Split image to multiple pages

If you prefer to get it done online, I may suggest this site - http://rasterbator.net/.

Click in Create Poster and upload your image. Select the page size options, Effect options (I used to select none) and keep clicking continue until you reach the download page. PDF file will automatically download and you can open using evince or any other PDF program that you may have and print them out


ImageMagick does this pretty well, by easily splitting an image into equal-sized tiles.

First make sure your image is sized properly so that, after it is split into equal sized tiles, each tile is the size of the paper you are printing to (otherwise you'll be doing a lot of trimming.)

For example, pad your image with white pixels. In the 80x40cm case, your image should be padded to 3x29.7=89.1cm width (three A4 lengths) and 2x21=42cm height (2 A4 widths.)

Suppose that's myimage.jpg, and it's going to be 3 pages across and 2 pages down to print. And suppose it's 300dpi, so the total image is 10523x4960 pixels.

Then you can pad and crop in one go:

$ convert myimage.jpg -extent 10523x4960 -crop 3x2@ +repage mytiles.jpg

(For ImageMagick 7 I believe the command is "magick" rather than "convert")

The "-extent 10523x4960" command changes the "border" size of the original image to include the padding (with white, because we didn't set any special background first.) The "-crop 3x2@ +repage" does the tiling (note the "@" symbol!)

If you want the padding spaced equally on both sides add "-gravity center" before the "-extent".

ImageMagick can handle all kinds of image formats, including straight from pdf to pdf (though you may have to fiddle with the dpi options.)


The first thing to try would be to look at the printer preferences for your printer, and see if it has a feature to split images for you like that. If the printer driver allows that, that's probably the easiest way to do it.

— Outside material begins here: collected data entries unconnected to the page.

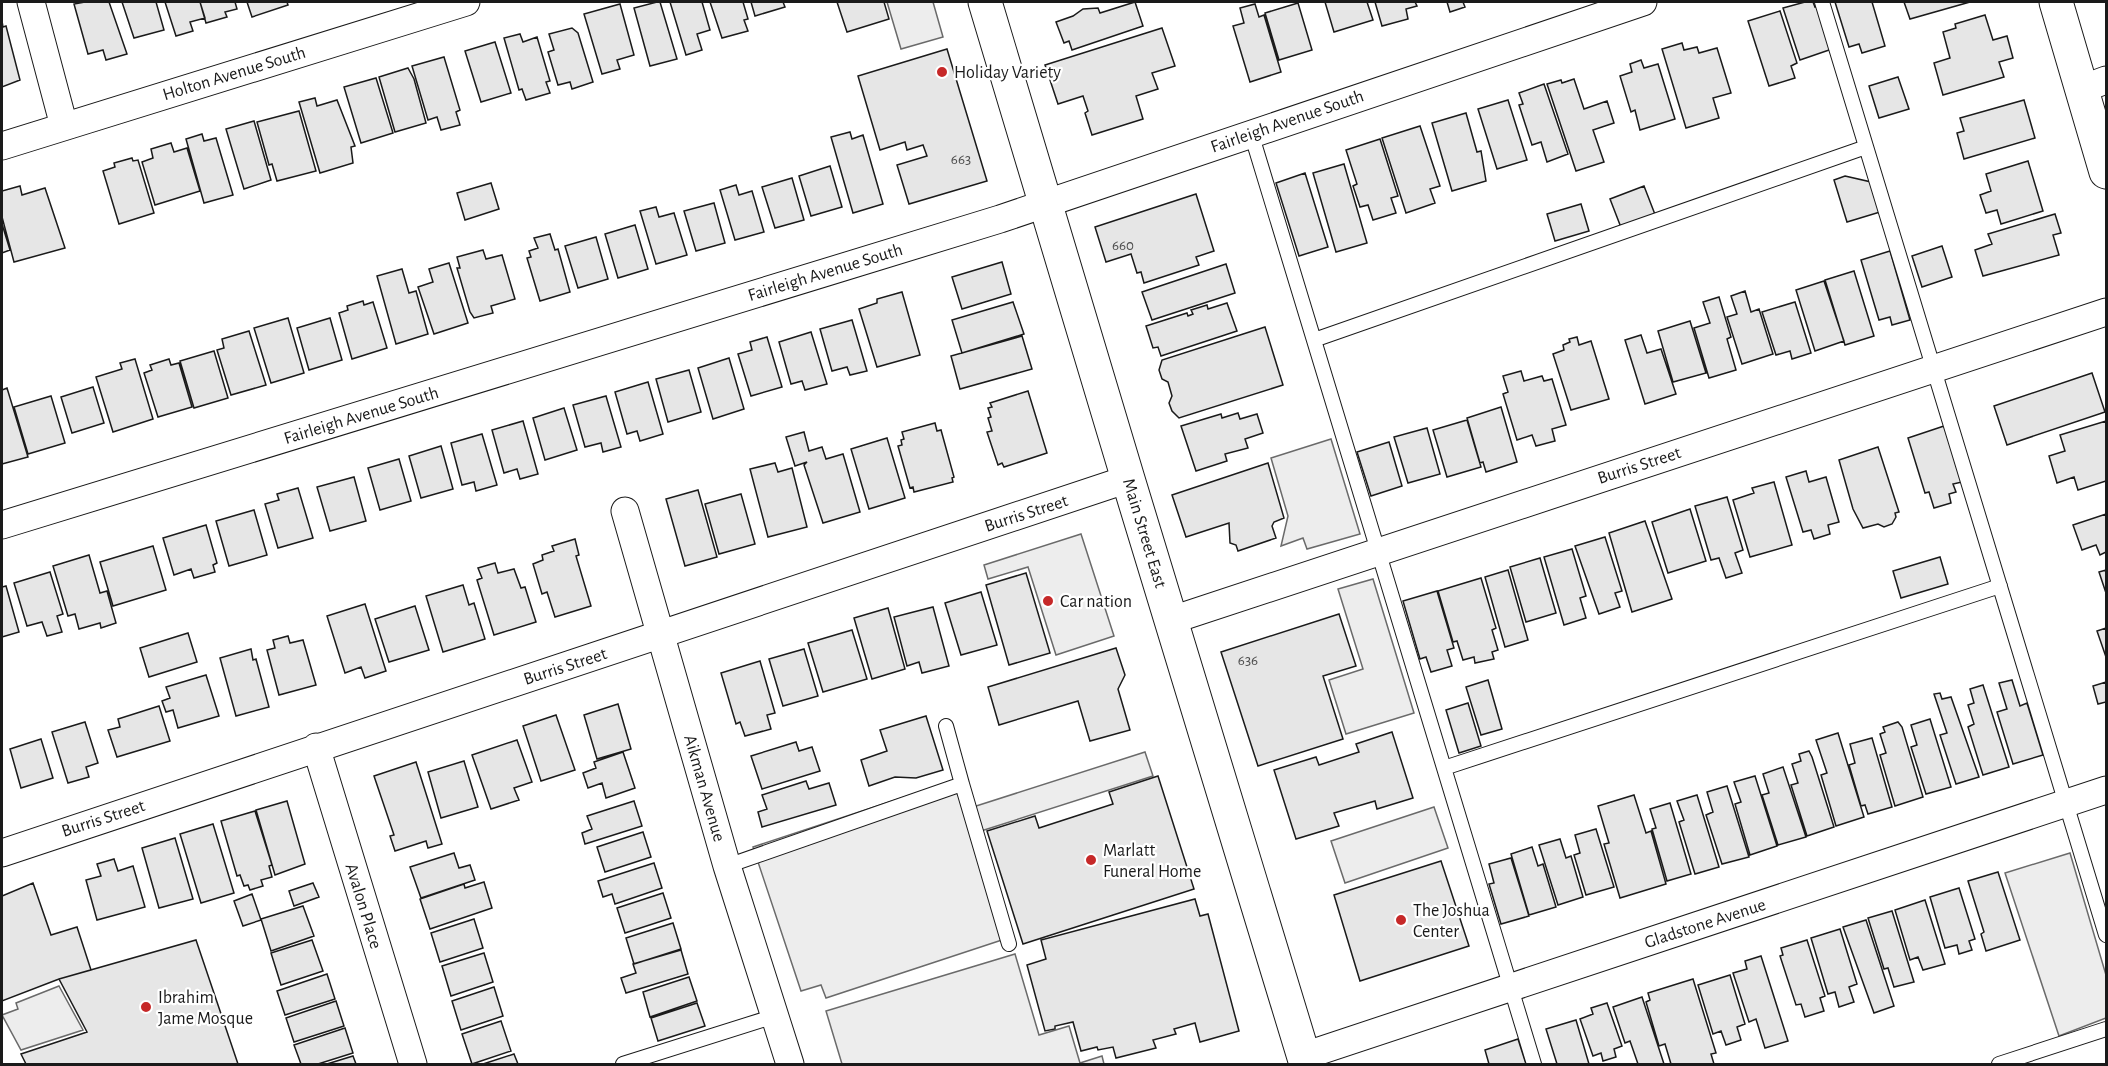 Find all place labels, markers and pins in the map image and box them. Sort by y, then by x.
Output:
place label: Holiday Variety [954,64,1061,82]
marker: Holiday Variety [935,65,949,79]
place label: Car nation [1060,593,1132,611]
marker: Car nation [1041,594,1055,608]
place label: Marlatt Funeral Home [1103,842,1201,881]
marker: Marlatt Funeral Home [1084,853,1098,867]
place label: The Joshua Center [1413,902,1490,941]
marker: The Joshua Center [1394,913,1408,927]
place label: Ibrahim Jame Mosque [158,989,253,1028]
marker: Ibrahim Jame Mosque [139,1000,153,1014]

The next thing to try would be to print to PDF, and have Adobe Reader split it across pages -- assuming you have a print-to-PDF printer driver and have Adobe Reader install.

Finally, those solutions don't work, and this is something you'll do frequently, you might create a script for the task.

One sneaky way to script the task would be to create a spreadsheet with a bunch of text expressions that generate HTML or CSS to show only selected portions of your image, then view each chunk of generated in a web browser, and use the browser's print command to print the selected portion of the image. The Stack Overflow question "How can I display just a portion of an image in HTML/CSS?" offers ways to clip an image.